Il était temps ! Le décret « relatif aux modalités d'organisation de la PDS et aux conditions de participation des médecins à cette permanence » a été publié au « Journal officiel » du vendredi 8 avril. Son contenu est sans grande surprise car largement connu depuis plusieurs semaines. Si les horaires de la PDS restent la tranche 20 h-8 h, un nouvel alinéa précise que « la durée de la permanence des soins peut être modulée en fonction des besoins de la population ». Quant aux secteurs, leur définition pourra désormais « varier en fonction des horaires et des périodes de l'année ». Le décret prévoit également que « l'accès au médecin de permanence fait l'objet d'une régulation préalable qui est organisée par le Samu », ce que prévoyait déjà l'ancien décret.

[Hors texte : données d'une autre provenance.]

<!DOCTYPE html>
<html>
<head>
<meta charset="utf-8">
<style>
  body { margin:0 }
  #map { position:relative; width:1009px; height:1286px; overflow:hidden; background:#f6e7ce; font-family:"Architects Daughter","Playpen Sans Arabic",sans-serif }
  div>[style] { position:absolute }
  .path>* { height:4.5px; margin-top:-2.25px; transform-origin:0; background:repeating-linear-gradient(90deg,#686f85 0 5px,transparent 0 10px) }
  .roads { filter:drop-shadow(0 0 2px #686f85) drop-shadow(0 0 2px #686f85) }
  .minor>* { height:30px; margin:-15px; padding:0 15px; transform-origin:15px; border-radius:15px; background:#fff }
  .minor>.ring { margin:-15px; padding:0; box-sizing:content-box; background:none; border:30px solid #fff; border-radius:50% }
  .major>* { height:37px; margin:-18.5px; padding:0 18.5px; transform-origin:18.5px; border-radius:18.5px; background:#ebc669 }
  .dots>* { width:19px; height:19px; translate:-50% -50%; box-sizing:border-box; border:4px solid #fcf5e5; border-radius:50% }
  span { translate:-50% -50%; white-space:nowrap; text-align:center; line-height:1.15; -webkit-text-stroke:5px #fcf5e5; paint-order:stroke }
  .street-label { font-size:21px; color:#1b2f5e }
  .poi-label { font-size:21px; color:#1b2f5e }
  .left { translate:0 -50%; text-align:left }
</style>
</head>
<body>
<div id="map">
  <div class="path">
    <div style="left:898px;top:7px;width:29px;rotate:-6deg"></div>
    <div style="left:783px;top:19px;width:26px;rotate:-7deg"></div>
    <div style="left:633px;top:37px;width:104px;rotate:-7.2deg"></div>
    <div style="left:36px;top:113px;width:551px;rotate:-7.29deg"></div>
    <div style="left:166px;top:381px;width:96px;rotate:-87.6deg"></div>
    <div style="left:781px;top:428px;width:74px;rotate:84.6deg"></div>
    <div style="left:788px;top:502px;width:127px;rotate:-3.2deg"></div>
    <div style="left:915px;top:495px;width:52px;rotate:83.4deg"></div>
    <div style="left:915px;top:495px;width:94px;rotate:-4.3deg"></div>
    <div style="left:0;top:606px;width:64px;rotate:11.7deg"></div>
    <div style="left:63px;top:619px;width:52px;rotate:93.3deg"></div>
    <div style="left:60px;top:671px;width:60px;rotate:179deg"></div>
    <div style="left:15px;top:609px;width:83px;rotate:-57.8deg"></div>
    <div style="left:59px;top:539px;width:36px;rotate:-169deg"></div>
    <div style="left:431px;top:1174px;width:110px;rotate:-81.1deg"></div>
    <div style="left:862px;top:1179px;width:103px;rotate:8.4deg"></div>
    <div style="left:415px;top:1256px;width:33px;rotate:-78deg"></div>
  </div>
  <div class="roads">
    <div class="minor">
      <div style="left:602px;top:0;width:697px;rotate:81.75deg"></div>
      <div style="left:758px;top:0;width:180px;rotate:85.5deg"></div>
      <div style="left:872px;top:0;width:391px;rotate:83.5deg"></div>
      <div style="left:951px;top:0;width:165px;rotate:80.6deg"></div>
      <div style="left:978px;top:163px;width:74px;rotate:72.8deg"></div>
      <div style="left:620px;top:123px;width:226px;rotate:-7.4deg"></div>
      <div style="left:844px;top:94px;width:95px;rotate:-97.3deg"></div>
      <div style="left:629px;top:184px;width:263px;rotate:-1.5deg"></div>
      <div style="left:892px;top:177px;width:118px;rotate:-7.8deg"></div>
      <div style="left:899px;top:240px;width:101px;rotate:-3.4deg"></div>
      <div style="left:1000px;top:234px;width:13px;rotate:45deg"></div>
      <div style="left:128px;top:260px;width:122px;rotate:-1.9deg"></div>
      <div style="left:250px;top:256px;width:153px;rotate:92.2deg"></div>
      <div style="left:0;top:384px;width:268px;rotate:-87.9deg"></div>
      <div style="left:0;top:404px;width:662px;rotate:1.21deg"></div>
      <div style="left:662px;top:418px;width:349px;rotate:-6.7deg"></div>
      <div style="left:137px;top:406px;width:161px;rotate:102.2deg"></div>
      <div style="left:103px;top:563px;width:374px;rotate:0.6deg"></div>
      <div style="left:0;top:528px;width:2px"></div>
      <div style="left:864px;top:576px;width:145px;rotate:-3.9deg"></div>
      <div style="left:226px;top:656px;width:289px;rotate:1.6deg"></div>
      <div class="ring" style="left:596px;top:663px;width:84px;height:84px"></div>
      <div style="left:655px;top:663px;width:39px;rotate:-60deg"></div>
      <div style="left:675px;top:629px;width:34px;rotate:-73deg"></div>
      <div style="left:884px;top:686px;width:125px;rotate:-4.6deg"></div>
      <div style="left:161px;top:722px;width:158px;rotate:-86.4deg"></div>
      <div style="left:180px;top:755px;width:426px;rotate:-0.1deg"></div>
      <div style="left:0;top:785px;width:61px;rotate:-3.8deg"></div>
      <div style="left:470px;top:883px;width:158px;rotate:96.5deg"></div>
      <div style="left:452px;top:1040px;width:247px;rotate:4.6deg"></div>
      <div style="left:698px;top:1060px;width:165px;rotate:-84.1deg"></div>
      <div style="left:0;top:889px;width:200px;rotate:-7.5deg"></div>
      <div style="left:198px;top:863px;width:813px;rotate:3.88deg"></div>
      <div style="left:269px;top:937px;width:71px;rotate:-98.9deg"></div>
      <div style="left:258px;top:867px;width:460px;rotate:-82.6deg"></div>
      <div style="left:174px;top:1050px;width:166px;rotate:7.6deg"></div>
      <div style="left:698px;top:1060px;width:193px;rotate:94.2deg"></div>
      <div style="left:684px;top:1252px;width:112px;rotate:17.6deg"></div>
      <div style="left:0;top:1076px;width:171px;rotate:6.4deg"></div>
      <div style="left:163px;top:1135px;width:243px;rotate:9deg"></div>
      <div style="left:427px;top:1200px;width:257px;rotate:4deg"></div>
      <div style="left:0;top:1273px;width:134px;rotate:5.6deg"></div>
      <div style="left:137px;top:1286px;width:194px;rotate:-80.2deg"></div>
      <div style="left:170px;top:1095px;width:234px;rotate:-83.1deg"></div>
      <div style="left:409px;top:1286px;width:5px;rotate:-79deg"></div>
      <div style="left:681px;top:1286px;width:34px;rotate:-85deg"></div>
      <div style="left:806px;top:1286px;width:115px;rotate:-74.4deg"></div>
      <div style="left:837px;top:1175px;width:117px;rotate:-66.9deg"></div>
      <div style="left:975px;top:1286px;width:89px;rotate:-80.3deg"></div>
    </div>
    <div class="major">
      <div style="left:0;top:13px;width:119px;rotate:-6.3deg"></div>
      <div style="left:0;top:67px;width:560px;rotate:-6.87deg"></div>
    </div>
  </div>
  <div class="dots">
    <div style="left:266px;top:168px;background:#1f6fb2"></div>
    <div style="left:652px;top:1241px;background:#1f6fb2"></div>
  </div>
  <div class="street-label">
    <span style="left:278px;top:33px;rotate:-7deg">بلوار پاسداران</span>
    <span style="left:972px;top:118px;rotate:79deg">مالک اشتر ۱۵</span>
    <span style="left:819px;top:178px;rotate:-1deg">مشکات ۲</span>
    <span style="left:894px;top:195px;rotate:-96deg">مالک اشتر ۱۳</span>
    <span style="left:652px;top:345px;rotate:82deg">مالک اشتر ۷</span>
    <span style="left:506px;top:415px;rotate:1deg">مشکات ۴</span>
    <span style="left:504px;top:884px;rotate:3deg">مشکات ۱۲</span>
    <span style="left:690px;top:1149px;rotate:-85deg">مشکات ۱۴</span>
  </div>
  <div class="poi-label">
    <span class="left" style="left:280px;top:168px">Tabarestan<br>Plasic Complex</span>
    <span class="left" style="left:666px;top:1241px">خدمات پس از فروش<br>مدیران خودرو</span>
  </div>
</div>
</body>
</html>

La nouveauté vient de la suite : « toutefois l'accès au médecin de permanence peut également être assuré par des centres d'appels des associations de permanence des soins si ceux-ci sont interconnectés avec le Samu », qui officialise la place prépondérante prise par certaines associations dans la PDS à visage urbain.
Côté syndicats, la satisfaction est de rigueur. Pour le SML, « ce décret débloque la situation », pour la Csmf, sa publication « va surtout nous permettre de réorganiser la PDS », quant à la FMF, non signataire de la convention et donc écartée, tout comme MG-France, de la négociation de l'avenant conventionnel sur la PDS qui aura lieu jeudi prochain, elle n'en estime pas moins que « cette nouvelle disposition réglementaire est globalement positive pour les médecins généralistes ». Enfin, MG-France se dit « satisfait de voir redéfini le cadre légal de la PDS », mais « regrette qu'il ait fallu attendre ce décret aussi longtemps ». MG adresse un « avertissement aux pouvoirs publics : les généralistes ne reviendront pas en arrière sur la PDS ».